Capa do livro de Avelino de Sousa (1880-1946), "Bairro Alto: romance de costumes populares". Lisboa: Livraria Popular de Francisco Franco, Lisboa, 1944, 290 pp.
1. Já não é do nosso tempo de meninos e moços...Mas se fosse, não nos deixavam lá ir, sozinhos... Nem já é do tempo dos nossos pais, nascidos por volta dos anos 20... Estamos a falar de 1896/97/98, e de um dos guetos de Lisboa... o mal afamado Bairro Alto.
Irreconhecível hoje, ou talvez não: as suas ruas, o seu casario, são os mesmos... Ainda existem casas com aventais de pau (meias-portas, nos pisos térreos), e persianas de tabuinhas nos andares de cima. Mas já ninguém sabe hoje o significado da expressão, "estar de avental de pau" (estar debruçada, a mulher, sobre as meias-portas, oferecer-se, prostituir-se).
A toponímia pode ter mudado num caso ou noutro. As tascas dos galegos desapareceram. Tal como os candeeiros a gás, de iluminação pública. E a redação dos jornais e as tipografias, que começaram a concentrar-se nesta zona histórica, logo desde meados do séc. XIX. Já não há cheiro a peixe frito nem se servem entaladas, candas, iscas com elas, etc., nem se bebe um meio-curto (copo mal cheio, com café, vinho, canela e açucar)... Ou uns tintos.... cortados (vinho com soda).

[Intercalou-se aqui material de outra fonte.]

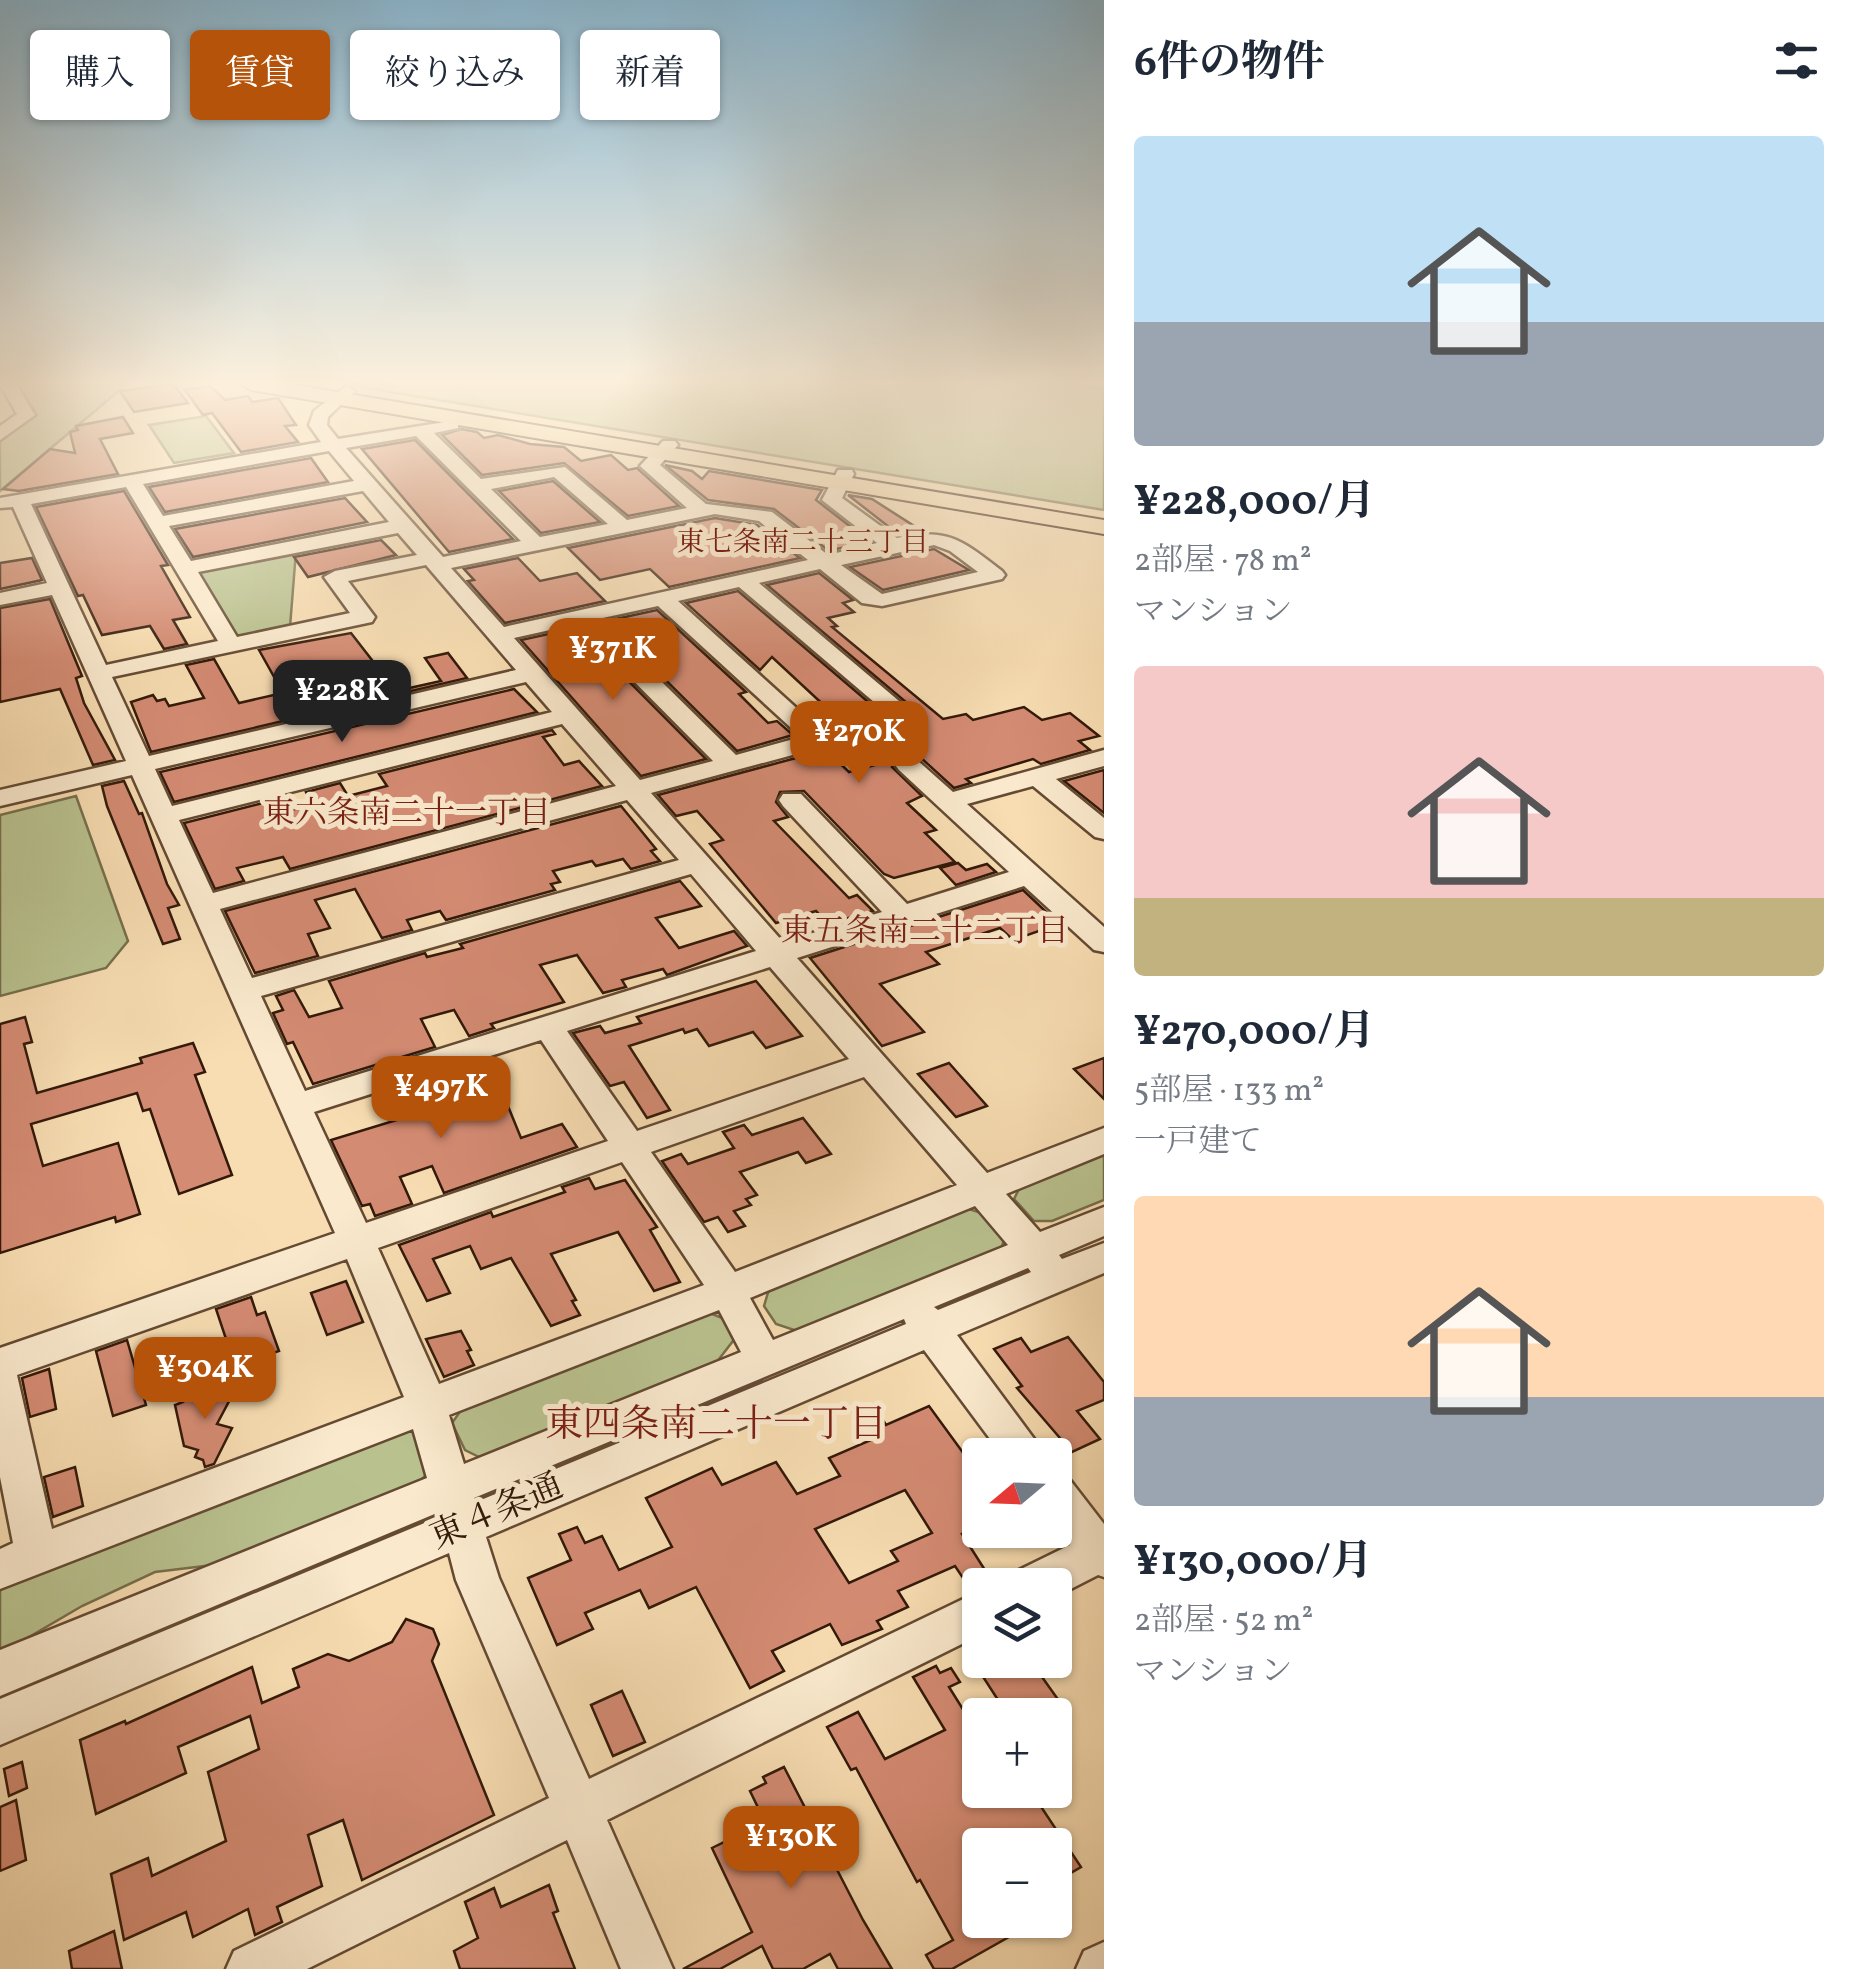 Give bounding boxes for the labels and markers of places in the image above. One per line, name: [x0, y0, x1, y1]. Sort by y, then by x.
pin: ¥371K: [543, 618, 683, 703]
pin: ¥228K: [272, 660, 412, 745]
pin: ¥270K: [789, 701, 929, 786]
pin: ¥497K: [371, 1056, 511, 1141]
pin: ¥304K: [135, 1337, 275, 1422]
pin: ¥130K: [721, 1806, 861, 1891] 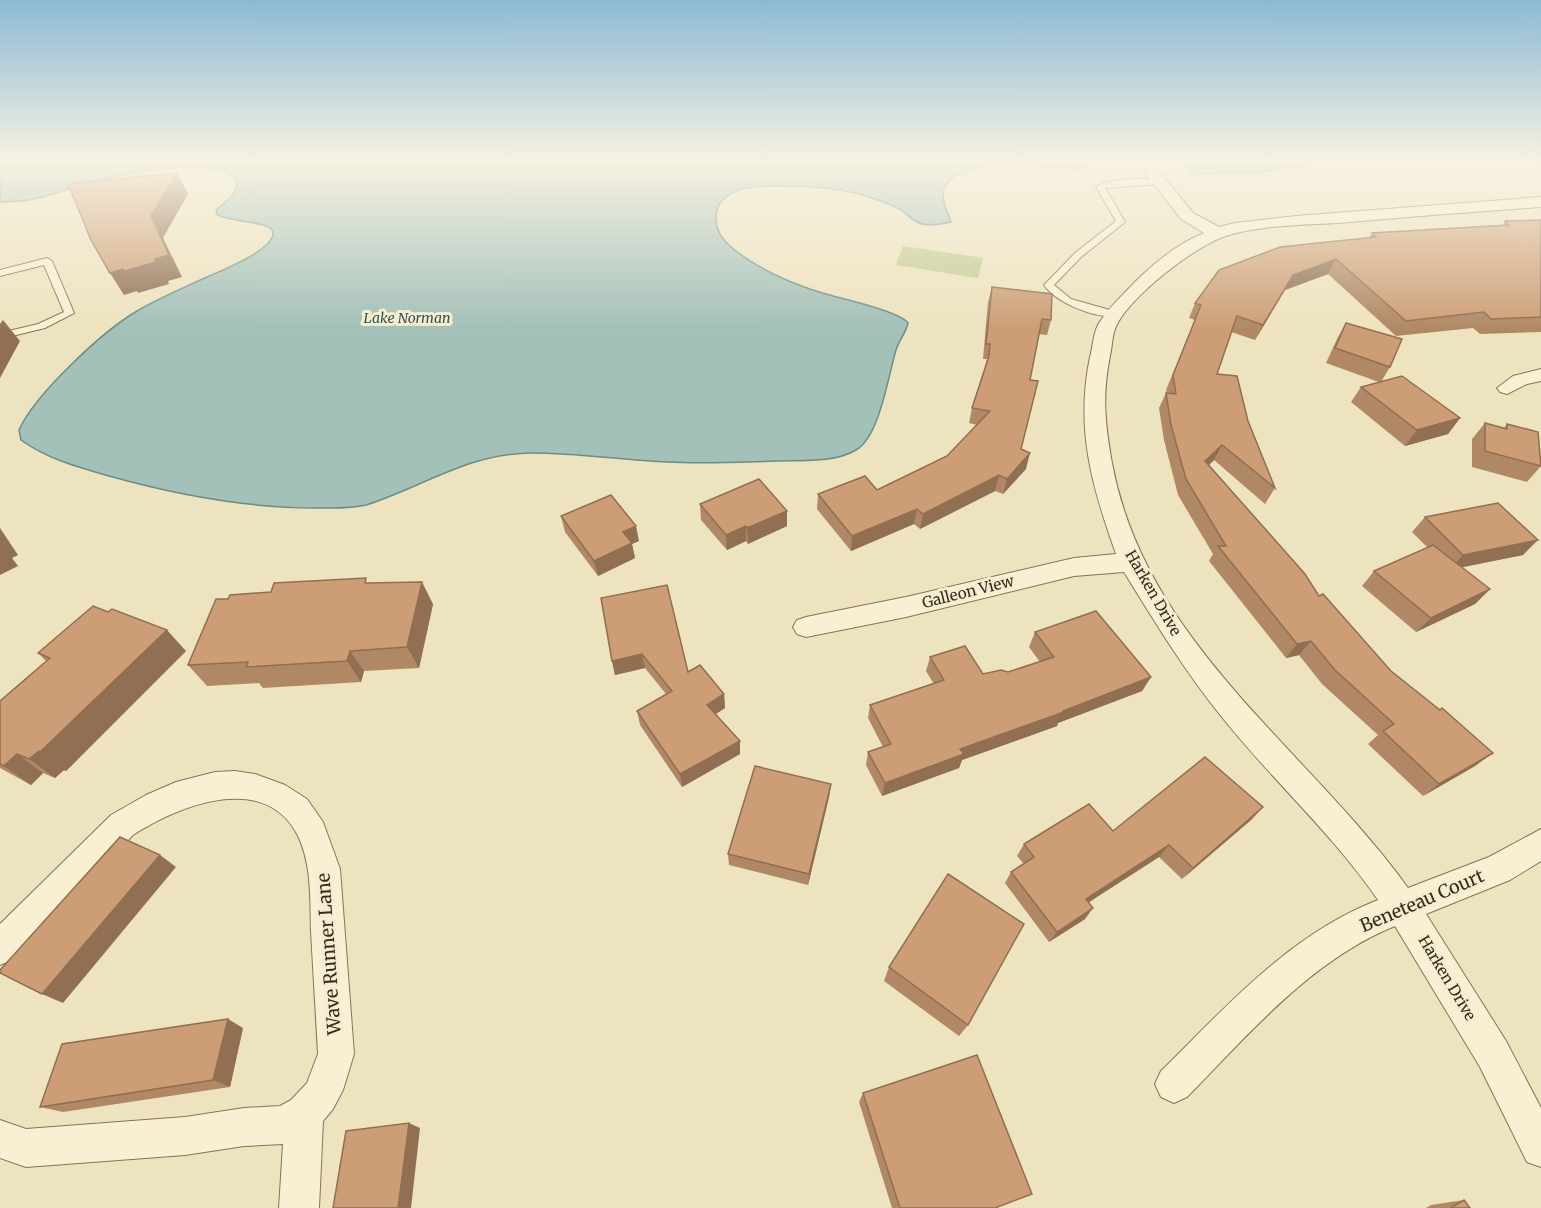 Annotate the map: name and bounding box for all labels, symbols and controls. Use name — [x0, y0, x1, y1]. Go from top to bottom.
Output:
water label: Lake Norman — [364, 309, 450, 327]
street label: Harken Drive — [1121, 547, 1186, 639]
street label: Galleon View — [920, 571, 1016, 612]
street label: Beneteau Court — [1356, 864, 1487, 937]
street label: Wave Runner Lane — [311, 872, 346, 1037]
street label: Harken Drive — [1415, 932, 1480, 1024] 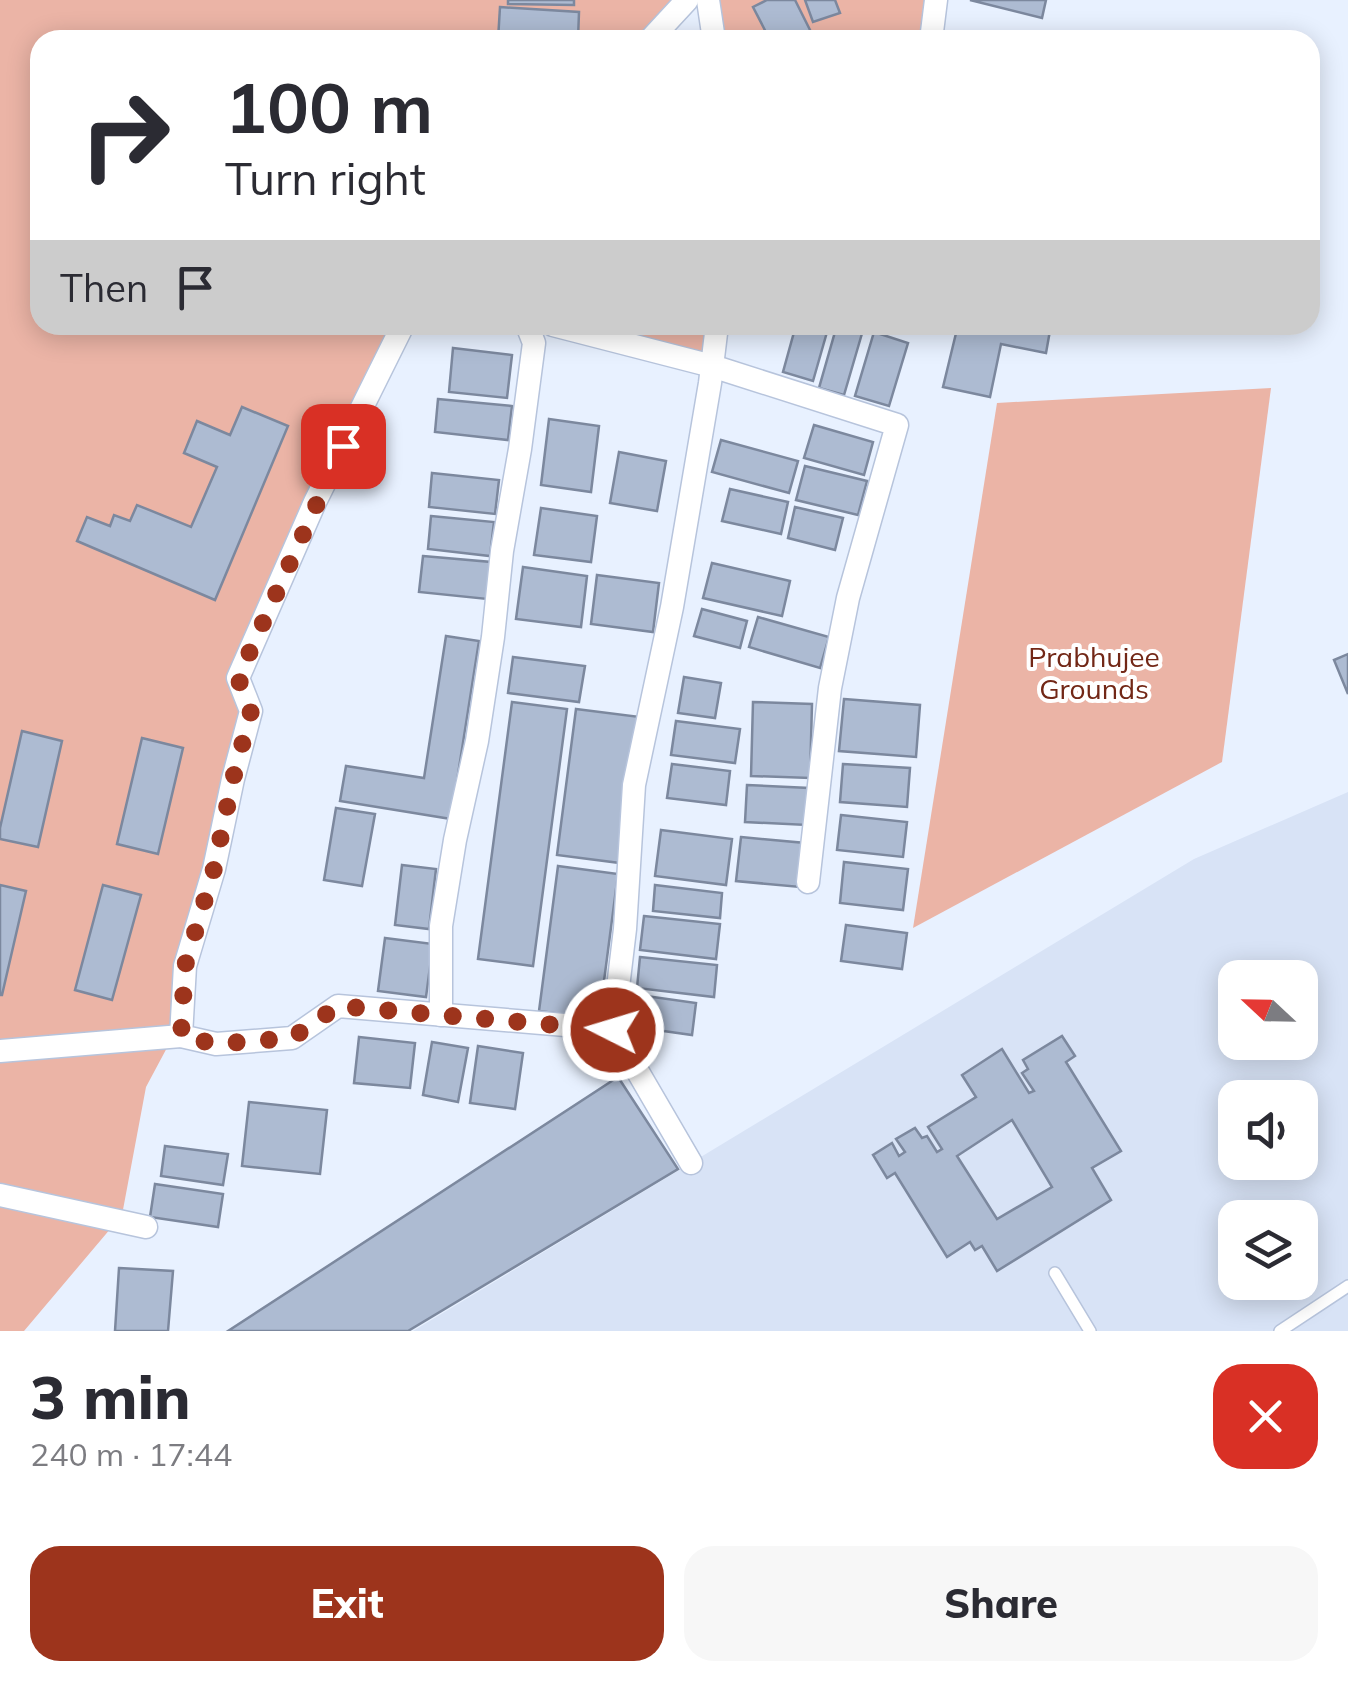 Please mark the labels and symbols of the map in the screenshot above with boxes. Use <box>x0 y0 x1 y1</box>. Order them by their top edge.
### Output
pin <box>301 404 386 489</box>
park label: Prabhujee Grounds <box>1028 639 1160 706</box>
north arrow <box>1218 960 1318 1060</box>
position arrow <box>561 978 665 1082</box> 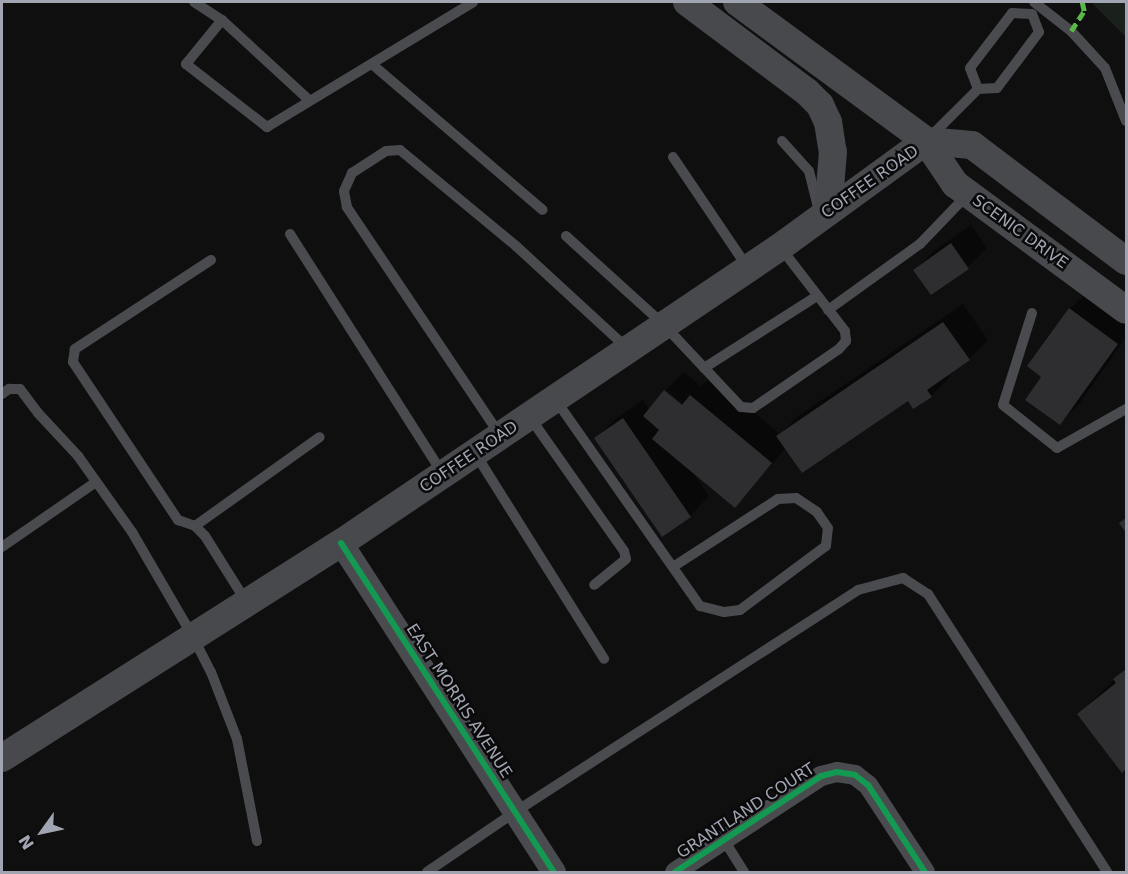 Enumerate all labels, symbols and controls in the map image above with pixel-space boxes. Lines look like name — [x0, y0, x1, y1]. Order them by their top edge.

A fauna humana também mudou... Todos/as tinham alcunhas, "nomes de guerra", das rascoas aos faias, dos artistas aos amigos do alheio: Pinoia, Enjeitada, Pantera, Micas, Camélia, Pinta-Monos, Pé de Chumbo, Zé-Bode, Garrafão, Fininho, Janota... O fadista ou faia, com o seu traje característico e o seu calão, perdeu-se na voragem do tempo...As modas são outras,,, A fadista de faca na liga, também.
Grosso modo, há o antes e o depois de Amália Rodrigues, que ajudou a branquear o passado "lumpen", proletário, rasca, ordinário, popular, do fado...O mesmo é dizer: nobilitou o fado, arrancando-o da rua, da viela, do vicio, da taberna...
E já não há Adelaides Pinóias a cantar ou a gemer: "Quem nasceu no Bairro Alto / há de sofrer e chorar / ao ouvir uma guitarra / docemente a soluçar" (pág. 289). Nem o Bairro Alto é mais o dos "amores tão delicados": se o foi, foi no bom tempo do palácios e conventos do séc. XVI... Degradando-se, foi apropriado pelas "classes laboriosas" e pelos grupos socialmente marginalizados. O "acantonamento" das prostitutas em certas zonas da cidade, bairros populares, ribeirinhos degradados, imposto por postura municipal de 1833, por razões de "saúde pública" e de salvaguarda da "moral pública", de acordo com o discurso liberal então dominante, acabou por estigmatizar o Bairro Alto (e outros; Mouraria, Alfama, Madragoa, etc.) durante mais de um século... Mas foi também um dos "laboratórios sociais" do fado, "canção popular urbana de Lisboa"... hoje "património imaterial da humanidade", tal como o "cante" (que nasceu nos campos, na rua, na taberna...).
Perderam-se "bons e maus costumes"... Ganharam-se outros. Em 2013, o antigo bairro aristocrático quinhentista fez 500 anos. O antigo Carnaval de Lisboa. com as suas cegadas, também não existe mais, "muito bruto, por vezes malcriado, mas ao mesmo tempo divertido e com graça" (pág. 159). Em 1963, o Estado Novo hipocritamente fechou as "casas de passe" (nome eufemístico para os prostíbulos, em que as prostitutas tinham número de matrícula e inspecção médica periódica)... Já o tinha feito, de resto, no Ultramar (em 1954).
Vinte anos depois, em 1983, Portugal legalizou a prostituição, mas não resolveu o problema das suas suas causas e consequências.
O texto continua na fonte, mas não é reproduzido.